Ramtanu Lahiri, Brahman and Reformer/Appendix 3
APPENDIX III
Notes on the English Friends of Ramtanu Lahiri
Ramtanu Lahiri had, as the narrative of his life shows us, a mind so liberal, so tolerant, and so many-sided, that there was probably no Indian gentleman of his time who numbered among his intimate friends so many Englishmen. As we have given, in Appendix II., a brief account of the lives of some of his chief Indian friends, we now proceed to give a few notes on the English gentlemen who completed the circle of his friends and admirers.
1. MR DAVID HARE
We have shown in the text how great was the debt of Ramtanu, as a boy, to the kindness, and the wise insight into character, of the great pioneer of English education in Bengal, David Hare.

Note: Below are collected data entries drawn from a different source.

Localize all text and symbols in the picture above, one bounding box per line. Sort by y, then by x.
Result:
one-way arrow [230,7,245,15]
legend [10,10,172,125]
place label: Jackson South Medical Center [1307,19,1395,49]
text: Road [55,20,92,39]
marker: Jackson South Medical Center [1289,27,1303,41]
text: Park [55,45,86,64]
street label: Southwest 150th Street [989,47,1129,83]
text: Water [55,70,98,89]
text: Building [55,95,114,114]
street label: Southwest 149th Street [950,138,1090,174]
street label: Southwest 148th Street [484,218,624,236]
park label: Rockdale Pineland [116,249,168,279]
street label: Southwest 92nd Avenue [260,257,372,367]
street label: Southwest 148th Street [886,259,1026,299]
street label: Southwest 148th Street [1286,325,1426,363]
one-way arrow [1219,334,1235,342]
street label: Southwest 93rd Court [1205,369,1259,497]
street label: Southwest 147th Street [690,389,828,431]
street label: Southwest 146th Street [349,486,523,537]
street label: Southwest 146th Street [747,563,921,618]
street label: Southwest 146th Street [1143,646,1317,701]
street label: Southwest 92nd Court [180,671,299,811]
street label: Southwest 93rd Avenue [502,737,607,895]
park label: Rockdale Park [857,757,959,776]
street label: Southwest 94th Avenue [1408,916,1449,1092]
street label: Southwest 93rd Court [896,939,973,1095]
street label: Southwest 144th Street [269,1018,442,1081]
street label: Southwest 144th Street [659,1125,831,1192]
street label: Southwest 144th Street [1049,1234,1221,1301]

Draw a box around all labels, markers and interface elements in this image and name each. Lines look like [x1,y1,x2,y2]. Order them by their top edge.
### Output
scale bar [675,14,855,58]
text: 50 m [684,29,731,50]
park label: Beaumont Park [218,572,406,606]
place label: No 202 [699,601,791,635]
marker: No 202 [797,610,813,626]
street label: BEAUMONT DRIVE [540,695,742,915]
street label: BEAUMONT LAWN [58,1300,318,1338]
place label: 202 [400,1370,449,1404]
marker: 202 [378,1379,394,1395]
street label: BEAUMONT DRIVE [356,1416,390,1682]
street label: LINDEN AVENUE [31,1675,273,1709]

This philanthropist was born in Scotland, in 1775. He came to India in 1800, as a watchmaker, and a great friendship grew up between him and Rammohan Roy after the latter had settled in Calcutta. We have already in this work dwelt on his efforts to give young Bengalis a sound and thorough education in English, and the gentle and affectionate way in which he carried on this work, so we need not recur to those points here. The whole of his life spent in India he devoted to the promotion of the welfare of the people of the country. We have mentioned in the body of the book every public movement in Calcutta in which he took part, and the good offices he did to all, especially to the young; and all that now remains for us is to take the reader to the last scene of his useful life.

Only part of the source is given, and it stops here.